== Data ==
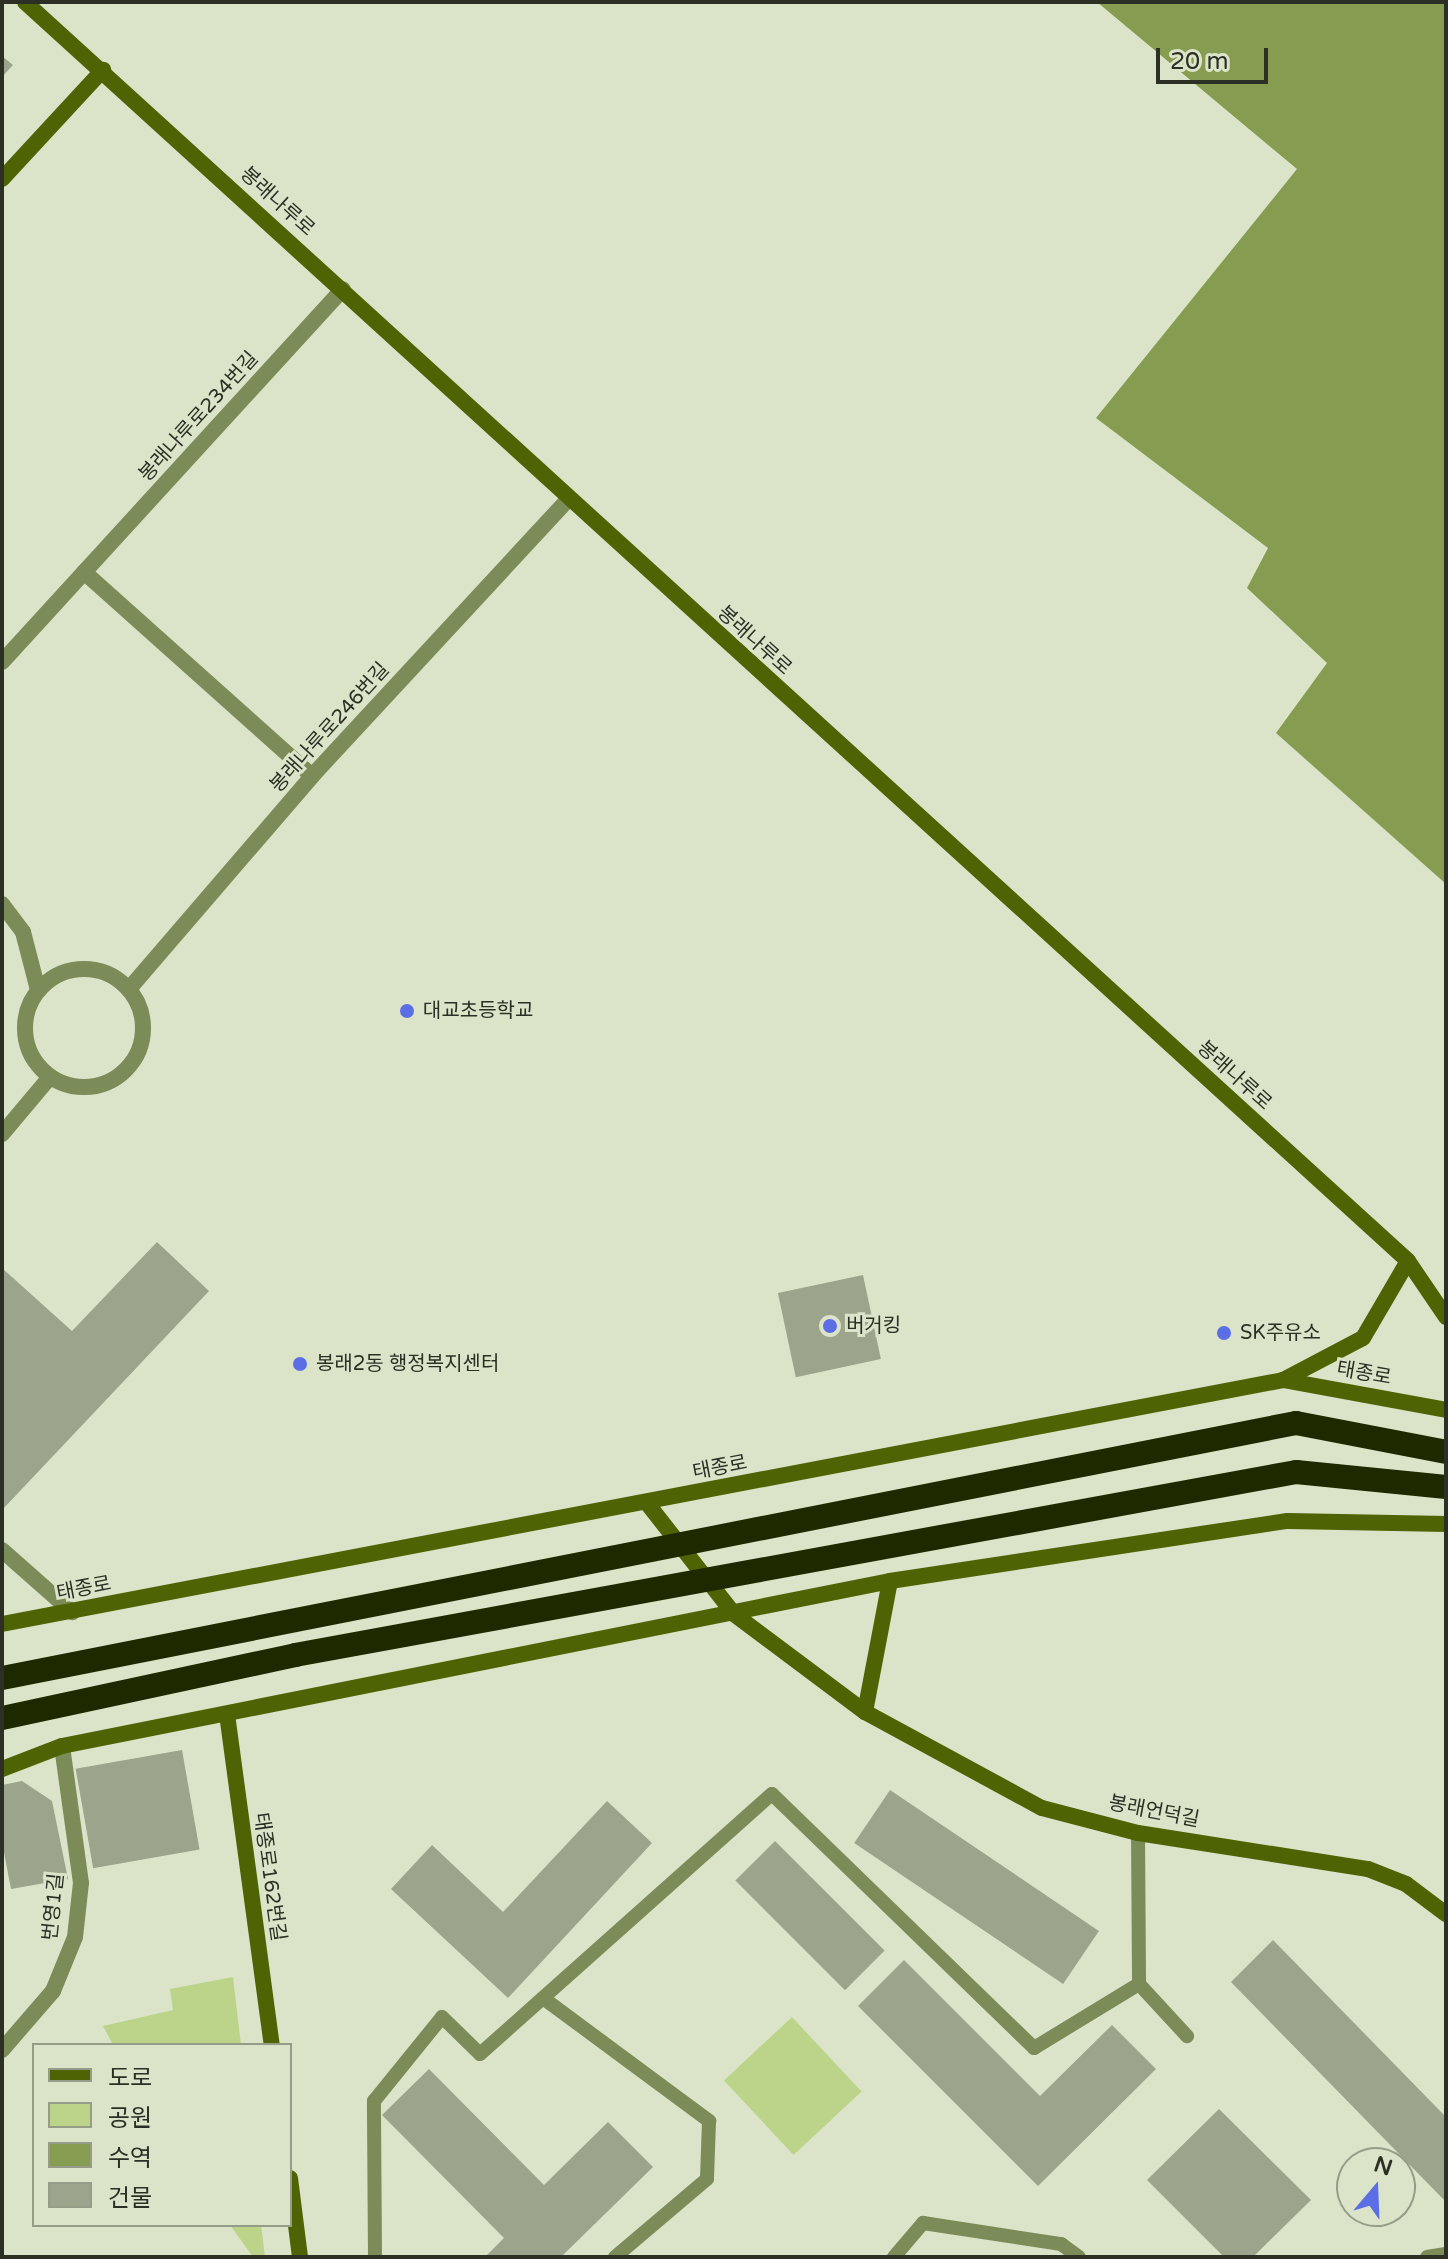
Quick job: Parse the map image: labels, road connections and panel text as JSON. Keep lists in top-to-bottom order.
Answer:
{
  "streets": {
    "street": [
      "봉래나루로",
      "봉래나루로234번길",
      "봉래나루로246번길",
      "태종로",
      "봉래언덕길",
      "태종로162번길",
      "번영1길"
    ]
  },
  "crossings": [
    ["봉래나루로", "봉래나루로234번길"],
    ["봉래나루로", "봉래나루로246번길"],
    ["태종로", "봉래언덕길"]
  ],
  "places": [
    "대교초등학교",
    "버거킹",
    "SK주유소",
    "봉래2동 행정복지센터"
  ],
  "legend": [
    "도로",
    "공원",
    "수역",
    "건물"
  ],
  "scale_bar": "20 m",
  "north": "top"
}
===
== Data ==
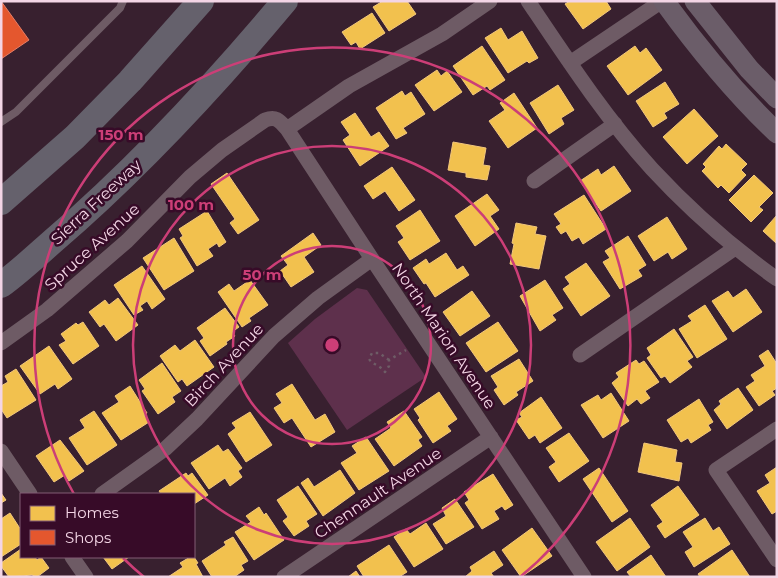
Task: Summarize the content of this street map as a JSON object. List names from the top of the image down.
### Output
===
- **Exercise prompt**: Count the lines in the records above that contain the word "image", and give only the number.

- **Result for this task**: 2